Why we are using what we are using:

  • React is great for writing modular, encapsulated UI and is extremely hot these days in the front end scene. A functional and declarative UI paradigm results in fewer hops in logic and makes our code more predictable.
  • As a non-trivial interactive application, Redux came in very handy in keeping our data in sync for different parts of the application.
  • React and Redux code are also generally easy to test because they are nicely layered with clear separation of concerns.
  • Jest made testing fun and easy to do, with a watch mode and snapshot testing.
  • CSS Modules fixes the problem of global namespace in CSS and lets you write styles that are local by default and encapsulated to your component.
  • ESLint standardized our coding style so as to improve code readability and reduce the amount of stylistic nits during pull request reviews.
  • Flowtypes (although annoying at times), allowed us to add static types to our code so that bugs can be caught earlier during development rather than during runtime.
  • webpack enabled us to create modular and optimized bundles of code for deployment.

We’re pretty happy with the tech stack we have chosen and strongly believe that we have made the right choices in achieving our goal of better engineering.

NUSMods R By the Numbers

  • 9 contributors to the code
  • 404 commits made
  • 116285 lines of code added. 44606 lines of code removed
  • 393216 ways to customize your timetable (assuming a normal workload of 5 modules)
  • Initial load time of 885ms
  • Bundle size of 605 KB (after Gzip)
  • Test coverage of 44.54% (We know it needs improvement, we’re working on it. Help is welcome!)

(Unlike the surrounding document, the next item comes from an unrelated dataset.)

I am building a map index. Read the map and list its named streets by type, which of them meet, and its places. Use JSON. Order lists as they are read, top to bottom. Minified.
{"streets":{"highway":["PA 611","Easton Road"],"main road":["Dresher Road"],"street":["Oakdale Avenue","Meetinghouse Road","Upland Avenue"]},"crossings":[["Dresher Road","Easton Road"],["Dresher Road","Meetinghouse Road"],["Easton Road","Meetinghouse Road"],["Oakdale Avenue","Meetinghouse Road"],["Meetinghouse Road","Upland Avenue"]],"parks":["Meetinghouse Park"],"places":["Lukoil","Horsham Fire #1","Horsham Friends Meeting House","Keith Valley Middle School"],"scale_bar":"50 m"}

We’ve already heard from many voices about NUSMods R while it was in beta, and here’s what they have to say:

Get your school life in order with NUSMods R

- Ng Zhi An, Software Engineer, Google

The only working planner

- Yeo Quan Yang, Security Engineer, Apple

NUSMods helped me find a girlfriend

- Soon Chun Mun, Software Engineer, Google

Not all heroes wear capes

- Yangshun Tay, Front End Engineer, Facebook

Best in class in a monopoly market 🌝

- Karen Ang, Ex-Software Engineering Intern, Google

NUSMods made me get stalked by random NUSWhispers commenters

- Ang Yen Ling, Poster Girl, NUSMods

To Infinity and Beyond

NUSMods R marks a major milestone for us and is a huge improvement in terms of both product and engineering. This would not have been possible without the dedication of the NUSMods core team and hard work they have put in over the past year. Moving forward, NUSMods will be led by a new generation of student developers from School of Computing - Li Kai, Zhang Yi Jiang and E-Liang Tan. There is still a ton of work left to be done, such as further improving the performance and writing more tests. We also intend to revamp the API using GraphQL so as to batch API requests on the client. This journey is 1% finished. Do reach out to us if you are interested in contributing to or collaborating on the project.

With this release, we hope that students of NUS enjoy using NUSMods more than ever and also hope to inspire budding developers with our engineering culture and practices!